Periodic Reporting for period 1 - BIO-LIGHT (Photoexcitation for New-to-Nature Enzymatic Reactions)
Reporting period: 2021-08-01 to 2023-07-31
Despite the changing face of chemistry, enantioselective synthesis (the ability to generate chiral molecules in a controlled fashion) continues to play a centrally important role. New reactivity concepts and strategies are needed to address the increasingly complex synthetic problems being posed by Nature, medicine, and materials. Biocatalysis has a central role in the transition towards a more sustainable stereocontrolled chemistry. In spite of its potential, natural enzymes use only a relatively small section of ‘reaction space’. This implies that only a limited number of stereocontrolled reaction classes, which are characterized by a similar reaction mechanism, can be effectively promoted. For example, a natural enzyme co-opted for new chemistry has the limitation that the new reactivity must be quite closely related to the naturally established catalytic function. The main aim of the BIO-LIGHT project is to identify new strategies that allow enzymes to catalyse new-to-nature asymmetric reactions, thus expanding the reactivity boundaries of biocatalysis. To achieve this goal, BIO-LIGHT combined biocatalysis with visible light photocatalysis, a modern strategy of chemical reactivity which offers a potent way to sustainably build complex organic frameworks. The effective combination of these two strategies was exemplified for the development of asymmetric synthetic strategies based on chiral enantiopure radical precursors a long lasting challenge in organic chemistry due to the intrinsic configurational instability and fast racemization of prochiral radicals. This finding underscores the active site's ability to transfer stereochemical information from the chiral radical precursor into the product, effectively preventing racemization of prochiral radicals. The resulting ‘memory of chirality’ scenario is a rarity in enantioselective radical chemistry
• Why is it important for society?
The project contributes to the excellence of basic science in the EU in the field of methodology or the preparation of biorelevant compounds. On a more extended timescale, to scientific innovation, positively impacting society and the economy through the development of a new photobiocatalytic platform versatile enough to enable the advancement of other unconventional stereocontrolled radical functionalization processes
• What are the overall objectives?
The main goal is therefore to access non-natural enzyme activities via photoexcitation. Specifically, the potential of specific native intermediates in the active sites of existing enzymes to reach an excited state upon light absorption and enable new-to nature asymmetric radical-mediated reactions has been demonstrated. Visible light serves to elicit mechanistic divergence within enzymes with an established ground-state reactivity, thus allowing them to promote completely different processes than those for which they evolved. This approach provides unexplored possibilities for developing stereoselective processes driven by light that cannot be realized using thermal activation. This provides advances in the development of more responsible and sustainable stereoselective synthetic methods while strengthening the chemistry toolbox to better face the challenges of modern organic chemistry.

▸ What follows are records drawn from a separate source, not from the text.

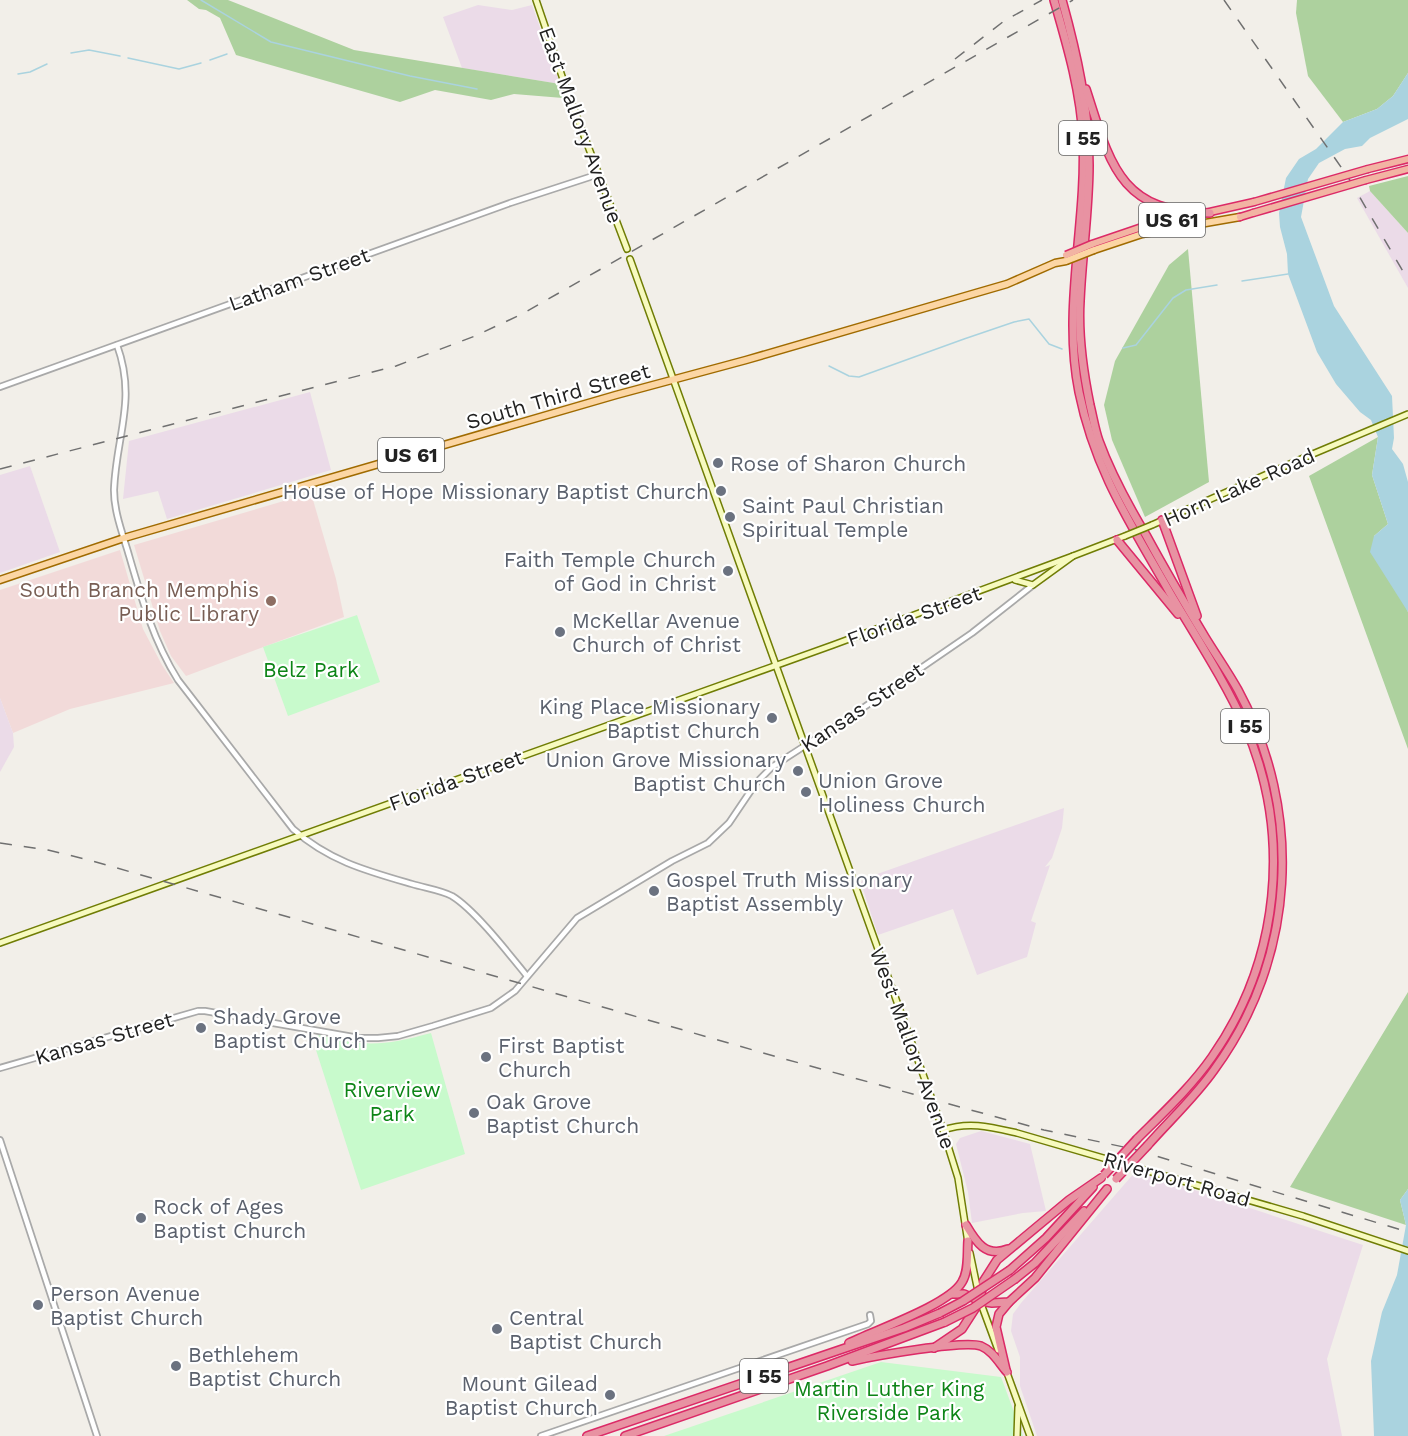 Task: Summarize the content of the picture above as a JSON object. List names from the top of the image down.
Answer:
{
  "streets": {
    "highway": ["I 55", "US 61", "South Third Street"],
    "main road": [
      "East Mallory Avenue",
      "Horn Lake Road",
      "Florida Street",
      "Kansas Street",
      "West Mallory Avenue",
      "Riverport Road"
    ],
    "street": ["Latham Street"]
  },
  "crossings": [
    ["East Mallory Avenue", "Latham Street"],
    ["Horn Lake Road", "Kansas Street"],
    ["Florida Street", "Kansas Street"],
    ["Florida Street", "West Mallory Avenue"],
    ["Kansas Street", "West Mallory Avenue"],
    ["West Mallory Avenue", "Riverport Road"]
  ],
  "parks": ["Belz Park", "Riverview Park", "Martin Luther King Riverside Park"],
  "places": [
    "Rose of Sharon Church",
    "House of Hope Missionary Baptist Church",
    "Saint Paul Christian Spiritual Temple",
    "Faith Temple Church of God in Christ",
    "South Branch Memphis Public Library",
    "McKellar Avenue Church of Christ",
    "King Place Missionary Baptist Church",
    "Union Grove Missionary Baptist Church",
    "Union Grove Holiness Church",
    "Gospel Truth Missionary Baptist Assembly",
    "Shady Grove Baptist Church",
    "First Baptist Church",
    "Oak Grove Baptist Church",
    "Rock of Ages Baptist Church",
    "Person Avenue Baptist Church",
    "Central Baptist Church",
    "Bethlehem Baptist Church",
    "Mount Gilead Baptist Church"
  ]
}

We have shown that activation of chiral carboxylic acids, followed by decarboxylation, generates two radicals that undergo stereospecific cross-coupling, yielding products with two stereocenters Using the appropriate enantiopure chiral substrate, the desired diastereisomeric product was selectively obtained with complete enantiocontrol. This finding underscores the active site's ability to transfer stereochemical information from the chiral radical precursor into the product, effectively preventing racemization of prochiral radicals, which is a very challenging target for small molecule catalysis.
Moreover, we have developed an artificial photodecarboxylase using a strategy that fundamentally diverges from the cofactor-based approach, which is currently the state of the art. This novel photoenzymatic strategy is versatile enough to enable the advancement of other unconventional stereocontrolled radical functionalization processes. On this basis, our findings have the potential to immediately impact the scientific community.